The Green Giant
32pp., pbk., RRP $A14.99
Every summer, Bea left her home in the city to stay with her grandad in the country. Iris, her dog, always went along with her. Bea is adventurous and she has explored everywhere in Grandad’s garden apart from one place – the small and rusty old greenhouse. So one day she decides to take a look inside. On the outside the greenhouse may be small, but inside it is huge – packed with plants, and a little creepy. Bea has a distinct impression that someone, or something, is watching her. Then a shadow falls, and standing over her is… … a giant. A giant made entirely of plants and greenery. Bea is scared, but the giant reassures her and explains that he has escaped from the grey city. Bea and the giant become friends, but can they do anything to make the grey old city, and the world, a greener place?

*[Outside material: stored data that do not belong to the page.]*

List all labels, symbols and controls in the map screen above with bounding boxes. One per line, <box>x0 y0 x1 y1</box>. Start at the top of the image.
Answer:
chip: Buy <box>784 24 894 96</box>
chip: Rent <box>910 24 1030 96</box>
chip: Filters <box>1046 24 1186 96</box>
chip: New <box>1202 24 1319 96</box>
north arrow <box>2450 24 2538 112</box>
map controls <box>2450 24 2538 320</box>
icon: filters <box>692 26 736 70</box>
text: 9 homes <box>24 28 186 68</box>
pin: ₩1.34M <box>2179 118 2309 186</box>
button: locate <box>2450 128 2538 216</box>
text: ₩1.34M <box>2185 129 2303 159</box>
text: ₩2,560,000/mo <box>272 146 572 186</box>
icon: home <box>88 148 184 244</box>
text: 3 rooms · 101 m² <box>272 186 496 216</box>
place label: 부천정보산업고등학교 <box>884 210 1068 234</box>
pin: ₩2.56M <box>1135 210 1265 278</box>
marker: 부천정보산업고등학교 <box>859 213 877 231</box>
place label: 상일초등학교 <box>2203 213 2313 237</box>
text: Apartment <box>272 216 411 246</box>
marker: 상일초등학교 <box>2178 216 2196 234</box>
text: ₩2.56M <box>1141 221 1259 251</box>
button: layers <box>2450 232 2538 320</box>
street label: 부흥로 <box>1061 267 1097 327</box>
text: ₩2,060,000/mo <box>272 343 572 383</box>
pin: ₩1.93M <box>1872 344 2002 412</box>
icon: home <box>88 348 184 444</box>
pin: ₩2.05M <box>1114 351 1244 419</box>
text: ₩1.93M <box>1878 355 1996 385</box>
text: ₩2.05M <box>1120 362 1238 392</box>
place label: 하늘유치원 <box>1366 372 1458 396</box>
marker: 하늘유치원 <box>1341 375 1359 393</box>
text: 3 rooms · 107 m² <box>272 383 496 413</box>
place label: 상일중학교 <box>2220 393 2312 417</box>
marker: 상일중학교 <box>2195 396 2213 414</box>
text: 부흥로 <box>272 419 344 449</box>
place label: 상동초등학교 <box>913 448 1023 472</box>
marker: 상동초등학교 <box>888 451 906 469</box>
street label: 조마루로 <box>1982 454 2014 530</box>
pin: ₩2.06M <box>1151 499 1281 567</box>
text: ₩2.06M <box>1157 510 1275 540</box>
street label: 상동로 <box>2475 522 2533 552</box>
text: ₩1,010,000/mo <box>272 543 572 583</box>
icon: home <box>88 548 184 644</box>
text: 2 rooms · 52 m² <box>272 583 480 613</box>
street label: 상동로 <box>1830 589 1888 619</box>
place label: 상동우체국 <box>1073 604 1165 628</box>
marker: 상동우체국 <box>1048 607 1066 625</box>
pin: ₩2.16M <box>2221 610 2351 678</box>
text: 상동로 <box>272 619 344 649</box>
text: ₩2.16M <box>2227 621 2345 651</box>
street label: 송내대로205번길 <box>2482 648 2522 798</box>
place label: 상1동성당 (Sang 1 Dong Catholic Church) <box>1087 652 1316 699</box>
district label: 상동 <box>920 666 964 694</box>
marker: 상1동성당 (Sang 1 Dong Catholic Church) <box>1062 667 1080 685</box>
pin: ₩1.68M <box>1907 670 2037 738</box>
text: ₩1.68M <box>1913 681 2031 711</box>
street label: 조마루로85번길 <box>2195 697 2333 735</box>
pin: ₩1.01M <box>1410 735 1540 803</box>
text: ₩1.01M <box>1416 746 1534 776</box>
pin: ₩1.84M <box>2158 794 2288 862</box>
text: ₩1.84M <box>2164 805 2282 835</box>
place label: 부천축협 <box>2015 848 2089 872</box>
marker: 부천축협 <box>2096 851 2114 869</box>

With huge concrete and glass buildings dominating today’s cityscapes rather than the trees of yesteryear, the constant urbanisation of our planet is putting it at risk and so this is a timely tale that helps our young readers focus on their immediate environment and how they might be able to “think global, act local.” Even though they, themselves, might live in one of those ginormous apartment blocks with little green to be seen, perhaps there is scope for a school garden or perhaps even a garden on their home balcony. Wherever there is space for a pot, and access to light and water, there is space for a plant.
This is an ideal book to introduce the concept of our dependence on plants, their needs and life cycles and those of the creatures that are not only sustained by them but, in turn, sustain them too. With another summer of devastating fire and flood almost passed, now is the time to think about what the land needs most to recover.